Stored dataset items
○ ○ ○ ○ ○ ○ ○
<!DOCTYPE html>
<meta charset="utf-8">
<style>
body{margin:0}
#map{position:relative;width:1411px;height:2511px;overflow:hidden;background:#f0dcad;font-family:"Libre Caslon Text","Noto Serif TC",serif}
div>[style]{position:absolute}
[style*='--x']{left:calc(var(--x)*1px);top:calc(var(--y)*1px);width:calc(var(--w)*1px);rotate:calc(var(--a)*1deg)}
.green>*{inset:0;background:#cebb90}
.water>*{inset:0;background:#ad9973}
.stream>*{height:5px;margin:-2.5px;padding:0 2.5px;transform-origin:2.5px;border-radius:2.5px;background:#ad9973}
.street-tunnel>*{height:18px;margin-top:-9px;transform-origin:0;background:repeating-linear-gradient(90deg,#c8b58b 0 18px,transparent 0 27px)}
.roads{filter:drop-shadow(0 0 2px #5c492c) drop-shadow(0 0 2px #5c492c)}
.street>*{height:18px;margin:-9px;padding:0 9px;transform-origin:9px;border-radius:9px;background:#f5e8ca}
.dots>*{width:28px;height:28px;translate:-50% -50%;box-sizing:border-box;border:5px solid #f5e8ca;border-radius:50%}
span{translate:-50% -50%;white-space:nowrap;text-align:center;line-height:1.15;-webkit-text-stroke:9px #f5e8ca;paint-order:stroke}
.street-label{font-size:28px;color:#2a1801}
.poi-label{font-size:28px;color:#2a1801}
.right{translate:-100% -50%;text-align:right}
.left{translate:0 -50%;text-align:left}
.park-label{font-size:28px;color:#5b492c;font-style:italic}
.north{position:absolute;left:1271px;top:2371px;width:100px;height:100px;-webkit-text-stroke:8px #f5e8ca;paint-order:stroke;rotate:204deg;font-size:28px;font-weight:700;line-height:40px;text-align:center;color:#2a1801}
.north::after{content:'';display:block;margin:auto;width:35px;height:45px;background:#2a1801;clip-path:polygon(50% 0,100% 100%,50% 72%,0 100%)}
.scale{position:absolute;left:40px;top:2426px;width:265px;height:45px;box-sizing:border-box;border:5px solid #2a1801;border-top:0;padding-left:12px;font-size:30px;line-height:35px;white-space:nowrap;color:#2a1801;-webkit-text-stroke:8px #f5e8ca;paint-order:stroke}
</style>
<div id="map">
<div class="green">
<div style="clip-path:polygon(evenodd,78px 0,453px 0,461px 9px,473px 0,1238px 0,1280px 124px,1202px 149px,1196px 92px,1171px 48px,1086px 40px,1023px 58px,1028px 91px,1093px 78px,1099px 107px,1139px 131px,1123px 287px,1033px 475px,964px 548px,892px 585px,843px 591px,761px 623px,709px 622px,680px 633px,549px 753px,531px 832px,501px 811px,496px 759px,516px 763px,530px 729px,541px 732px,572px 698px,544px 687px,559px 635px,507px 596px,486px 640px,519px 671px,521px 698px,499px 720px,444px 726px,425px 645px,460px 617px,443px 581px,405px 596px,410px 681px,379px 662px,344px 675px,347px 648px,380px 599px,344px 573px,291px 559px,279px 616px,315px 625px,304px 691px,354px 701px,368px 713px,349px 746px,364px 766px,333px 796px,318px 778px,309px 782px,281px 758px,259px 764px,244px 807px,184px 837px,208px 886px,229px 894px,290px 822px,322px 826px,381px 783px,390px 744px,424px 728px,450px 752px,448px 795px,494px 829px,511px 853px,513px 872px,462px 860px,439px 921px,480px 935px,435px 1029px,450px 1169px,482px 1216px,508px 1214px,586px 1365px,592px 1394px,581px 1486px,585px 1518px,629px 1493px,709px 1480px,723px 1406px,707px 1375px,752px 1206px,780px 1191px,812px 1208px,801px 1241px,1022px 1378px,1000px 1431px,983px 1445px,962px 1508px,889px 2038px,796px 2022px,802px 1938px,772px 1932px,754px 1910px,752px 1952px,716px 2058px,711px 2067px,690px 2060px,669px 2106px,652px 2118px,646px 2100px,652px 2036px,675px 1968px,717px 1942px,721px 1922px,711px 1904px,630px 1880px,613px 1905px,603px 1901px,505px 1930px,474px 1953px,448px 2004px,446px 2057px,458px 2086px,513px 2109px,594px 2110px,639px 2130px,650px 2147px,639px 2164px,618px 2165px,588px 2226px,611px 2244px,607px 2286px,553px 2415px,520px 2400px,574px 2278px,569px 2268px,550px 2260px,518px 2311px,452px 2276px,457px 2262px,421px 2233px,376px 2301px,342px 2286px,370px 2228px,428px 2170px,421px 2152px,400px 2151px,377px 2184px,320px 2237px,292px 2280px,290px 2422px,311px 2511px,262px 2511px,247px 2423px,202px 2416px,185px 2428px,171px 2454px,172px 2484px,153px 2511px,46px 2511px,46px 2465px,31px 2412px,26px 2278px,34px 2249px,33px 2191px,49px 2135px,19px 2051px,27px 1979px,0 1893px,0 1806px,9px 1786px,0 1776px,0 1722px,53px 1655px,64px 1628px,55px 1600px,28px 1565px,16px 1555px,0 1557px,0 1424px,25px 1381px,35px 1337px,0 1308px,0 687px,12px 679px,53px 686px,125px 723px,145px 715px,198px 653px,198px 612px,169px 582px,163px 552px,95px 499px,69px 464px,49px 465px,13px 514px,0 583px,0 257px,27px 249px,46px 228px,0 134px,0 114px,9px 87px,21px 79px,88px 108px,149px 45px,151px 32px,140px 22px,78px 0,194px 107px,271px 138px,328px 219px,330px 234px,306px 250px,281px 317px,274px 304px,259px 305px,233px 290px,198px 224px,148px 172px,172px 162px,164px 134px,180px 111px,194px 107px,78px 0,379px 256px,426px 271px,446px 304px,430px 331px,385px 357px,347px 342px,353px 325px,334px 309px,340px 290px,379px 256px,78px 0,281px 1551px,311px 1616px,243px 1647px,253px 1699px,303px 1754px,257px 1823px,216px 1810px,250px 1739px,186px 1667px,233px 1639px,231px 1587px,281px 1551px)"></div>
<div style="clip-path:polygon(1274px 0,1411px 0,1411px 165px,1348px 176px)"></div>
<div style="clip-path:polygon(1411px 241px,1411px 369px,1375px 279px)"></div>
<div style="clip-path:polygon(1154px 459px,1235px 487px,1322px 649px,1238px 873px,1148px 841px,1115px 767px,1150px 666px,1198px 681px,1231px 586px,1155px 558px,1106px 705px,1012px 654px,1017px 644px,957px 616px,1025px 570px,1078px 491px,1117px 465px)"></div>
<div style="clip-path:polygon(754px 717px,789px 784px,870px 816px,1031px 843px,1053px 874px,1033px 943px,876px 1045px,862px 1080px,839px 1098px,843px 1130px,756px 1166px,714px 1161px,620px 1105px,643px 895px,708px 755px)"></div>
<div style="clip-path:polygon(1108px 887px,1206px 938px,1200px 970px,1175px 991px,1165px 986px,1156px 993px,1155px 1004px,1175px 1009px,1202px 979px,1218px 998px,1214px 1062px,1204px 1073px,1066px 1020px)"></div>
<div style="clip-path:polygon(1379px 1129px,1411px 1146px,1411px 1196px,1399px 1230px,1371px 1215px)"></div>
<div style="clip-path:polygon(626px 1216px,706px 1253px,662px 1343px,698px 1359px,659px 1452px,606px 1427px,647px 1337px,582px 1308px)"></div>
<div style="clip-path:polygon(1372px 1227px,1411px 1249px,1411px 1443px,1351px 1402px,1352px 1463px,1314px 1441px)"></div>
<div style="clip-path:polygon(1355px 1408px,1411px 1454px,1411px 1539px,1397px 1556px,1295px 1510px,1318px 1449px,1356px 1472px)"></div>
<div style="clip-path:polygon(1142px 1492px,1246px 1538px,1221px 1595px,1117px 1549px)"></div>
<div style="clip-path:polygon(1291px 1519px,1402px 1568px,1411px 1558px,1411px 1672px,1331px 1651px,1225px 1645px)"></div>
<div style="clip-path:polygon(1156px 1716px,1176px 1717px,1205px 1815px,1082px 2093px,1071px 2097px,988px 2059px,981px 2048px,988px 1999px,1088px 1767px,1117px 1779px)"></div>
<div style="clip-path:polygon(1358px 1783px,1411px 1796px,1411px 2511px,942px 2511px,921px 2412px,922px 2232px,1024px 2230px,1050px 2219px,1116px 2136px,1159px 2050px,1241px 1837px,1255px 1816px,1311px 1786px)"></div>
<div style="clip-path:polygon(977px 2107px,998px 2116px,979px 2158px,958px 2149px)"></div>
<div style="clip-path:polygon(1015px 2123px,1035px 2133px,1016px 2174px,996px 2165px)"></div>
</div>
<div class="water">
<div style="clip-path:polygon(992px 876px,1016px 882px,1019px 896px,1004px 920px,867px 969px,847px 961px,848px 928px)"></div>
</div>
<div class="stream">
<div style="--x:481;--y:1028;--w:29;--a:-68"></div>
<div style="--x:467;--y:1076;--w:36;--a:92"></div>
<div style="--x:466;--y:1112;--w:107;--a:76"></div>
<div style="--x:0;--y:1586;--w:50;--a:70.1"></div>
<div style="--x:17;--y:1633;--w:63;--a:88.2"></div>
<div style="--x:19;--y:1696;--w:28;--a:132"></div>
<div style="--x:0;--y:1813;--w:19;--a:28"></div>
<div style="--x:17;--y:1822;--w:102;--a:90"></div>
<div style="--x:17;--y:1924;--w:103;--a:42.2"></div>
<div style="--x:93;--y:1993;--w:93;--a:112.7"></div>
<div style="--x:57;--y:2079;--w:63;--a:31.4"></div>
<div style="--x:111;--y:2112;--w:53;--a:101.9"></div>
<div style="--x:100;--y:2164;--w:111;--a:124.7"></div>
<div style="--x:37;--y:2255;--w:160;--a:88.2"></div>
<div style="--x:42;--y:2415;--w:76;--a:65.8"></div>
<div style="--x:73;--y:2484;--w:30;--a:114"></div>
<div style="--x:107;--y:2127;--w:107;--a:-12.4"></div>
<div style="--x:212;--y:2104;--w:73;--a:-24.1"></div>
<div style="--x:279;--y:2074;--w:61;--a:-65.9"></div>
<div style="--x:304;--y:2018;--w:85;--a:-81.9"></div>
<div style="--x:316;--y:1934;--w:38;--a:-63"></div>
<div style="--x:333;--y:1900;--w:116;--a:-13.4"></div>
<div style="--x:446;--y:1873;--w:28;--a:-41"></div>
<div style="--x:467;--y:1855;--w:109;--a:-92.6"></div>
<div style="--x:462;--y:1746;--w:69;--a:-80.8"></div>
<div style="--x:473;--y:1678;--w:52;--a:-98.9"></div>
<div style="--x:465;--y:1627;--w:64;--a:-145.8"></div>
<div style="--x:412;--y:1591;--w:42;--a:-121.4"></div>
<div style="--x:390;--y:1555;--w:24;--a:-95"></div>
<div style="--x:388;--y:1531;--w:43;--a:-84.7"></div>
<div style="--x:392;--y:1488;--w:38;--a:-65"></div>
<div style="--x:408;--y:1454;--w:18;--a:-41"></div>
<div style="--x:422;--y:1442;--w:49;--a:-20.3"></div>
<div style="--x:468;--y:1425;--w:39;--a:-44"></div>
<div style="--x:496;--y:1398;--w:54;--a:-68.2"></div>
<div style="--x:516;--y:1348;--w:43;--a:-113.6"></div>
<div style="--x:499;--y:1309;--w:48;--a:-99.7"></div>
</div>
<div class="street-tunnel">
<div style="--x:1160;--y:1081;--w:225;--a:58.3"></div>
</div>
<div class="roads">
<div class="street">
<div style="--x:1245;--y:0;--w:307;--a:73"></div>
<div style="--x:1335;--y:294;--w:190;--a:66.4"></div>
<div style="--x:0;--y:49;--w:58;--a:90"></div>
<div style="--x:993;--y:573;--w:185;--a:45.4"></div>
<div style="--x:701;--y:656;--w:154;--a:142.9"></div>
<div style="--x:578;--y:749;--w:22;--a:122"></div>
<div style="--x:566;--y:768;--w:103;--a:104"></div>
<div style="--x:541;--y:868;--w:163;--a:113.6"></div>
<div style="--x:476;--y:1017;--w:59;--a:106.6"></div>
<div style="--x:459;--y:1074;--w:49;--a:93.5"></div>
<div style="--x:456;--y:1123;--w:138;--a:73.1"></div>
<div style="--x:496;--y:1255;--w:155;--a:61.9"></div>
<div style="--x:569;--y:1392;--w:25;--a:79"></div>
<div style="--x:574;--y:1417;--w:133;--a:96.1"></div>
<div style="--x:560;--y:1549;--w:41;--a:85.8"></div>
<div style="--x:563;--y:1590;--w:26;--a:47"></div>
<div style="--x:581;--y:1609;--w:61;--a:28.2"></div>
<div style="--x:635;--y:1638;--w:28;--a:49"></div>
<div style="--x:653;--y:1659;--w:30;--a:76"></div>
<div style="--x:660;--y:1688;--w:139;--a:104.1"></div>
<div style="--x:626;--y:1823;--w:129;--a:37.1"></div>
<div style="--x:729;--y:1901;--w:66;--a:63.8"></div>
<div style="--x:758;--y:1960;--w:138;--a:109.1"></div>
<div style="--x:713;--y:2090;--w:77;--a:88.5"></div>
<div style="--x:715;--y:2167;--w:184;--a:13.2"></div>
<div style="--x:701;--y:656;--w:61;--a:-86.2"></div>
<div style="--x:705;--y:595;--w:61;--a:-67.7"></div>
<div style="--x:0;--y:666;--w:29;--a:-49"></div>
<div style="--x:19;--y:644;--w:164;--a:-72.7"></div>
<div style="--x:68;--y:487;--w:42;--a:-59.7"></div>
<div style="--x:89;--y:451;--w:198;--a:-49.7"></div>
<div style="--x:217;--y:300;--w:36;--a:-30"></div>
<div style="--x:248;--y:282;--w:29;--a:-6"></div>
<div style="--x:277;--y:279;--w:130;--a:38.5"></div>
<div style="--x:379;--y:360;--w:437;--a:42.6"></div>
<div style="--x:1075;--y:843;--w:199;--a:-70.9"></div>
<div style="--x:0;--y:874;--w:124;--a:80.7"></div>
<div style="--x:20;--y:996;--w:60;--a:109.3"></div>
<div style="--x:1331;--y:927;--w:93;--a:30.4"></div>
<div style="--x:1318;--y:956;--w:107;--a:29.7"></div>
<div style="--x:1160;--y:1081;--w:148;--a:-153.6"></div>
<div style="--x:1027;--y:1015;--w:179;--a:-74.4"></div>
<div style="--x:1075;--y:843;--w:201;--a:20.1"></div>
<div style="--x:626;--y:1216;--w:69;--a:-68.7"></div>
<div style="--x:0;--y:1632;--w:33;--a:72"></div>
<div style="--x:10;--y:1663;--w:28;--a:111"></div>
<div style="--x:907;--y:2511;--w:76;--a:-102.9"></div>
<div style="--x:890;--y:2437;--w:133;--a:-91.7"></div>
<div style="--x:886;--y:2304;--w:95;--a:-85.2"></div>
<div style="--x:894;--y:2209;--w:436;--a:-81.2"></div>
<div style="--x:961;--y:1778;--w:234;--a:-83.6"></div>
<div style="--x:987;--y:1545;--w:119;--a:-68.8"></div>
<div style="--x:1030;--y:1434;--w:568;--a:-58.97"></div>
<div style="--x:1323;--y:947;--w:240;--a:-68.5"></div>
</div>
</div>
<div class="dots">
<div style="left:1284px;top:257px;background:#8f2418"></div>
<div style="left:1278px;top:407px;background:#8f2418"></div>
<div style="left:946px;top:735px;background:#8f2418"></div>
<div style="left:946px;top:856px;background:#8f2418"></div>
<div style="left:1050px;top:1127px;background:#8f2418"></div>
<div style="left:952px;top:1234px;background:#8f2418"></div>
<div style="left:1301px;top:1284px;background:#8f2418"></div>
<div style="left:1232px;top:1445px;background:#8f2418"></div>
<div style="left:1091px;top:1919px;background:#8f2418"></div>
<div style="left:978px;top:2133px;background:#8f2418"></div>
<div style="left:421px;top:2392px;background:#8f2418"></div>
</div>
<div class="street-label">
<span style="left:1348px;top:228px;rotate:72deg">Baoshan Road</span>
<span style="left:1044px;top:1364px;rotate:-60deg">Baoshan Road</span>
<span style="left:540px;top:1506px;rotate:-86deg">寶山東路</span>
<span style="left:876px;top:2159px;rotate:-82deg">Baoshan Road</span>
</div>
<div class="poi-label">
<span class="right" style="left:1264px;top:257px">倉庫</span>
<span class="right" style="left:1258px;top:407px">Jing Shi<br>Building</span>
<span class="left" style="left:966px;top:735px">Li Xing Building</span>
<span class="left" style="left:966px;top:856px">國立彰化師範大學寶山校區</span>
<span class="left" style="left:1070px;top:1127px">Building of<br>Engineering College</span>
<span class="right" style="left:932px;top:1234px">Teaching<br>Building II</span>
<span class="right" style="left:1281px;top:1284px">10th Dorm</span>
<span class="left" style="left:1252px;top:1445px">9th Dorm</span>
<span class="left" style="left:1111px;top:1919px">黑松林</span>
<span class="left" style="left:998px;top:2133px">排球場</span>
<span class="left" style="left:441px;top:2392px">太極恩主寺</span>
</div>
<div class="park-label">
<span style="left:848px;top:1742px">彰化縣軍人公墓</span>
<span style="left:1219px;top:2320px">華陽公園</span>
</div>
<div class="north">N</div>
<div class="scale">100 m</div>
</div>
○ ○ ○ ○ ○ ○ ○
*Task statement:* Your reply must consist of one number, the count of lines in the entries that hold "stream".

*Task output:* 2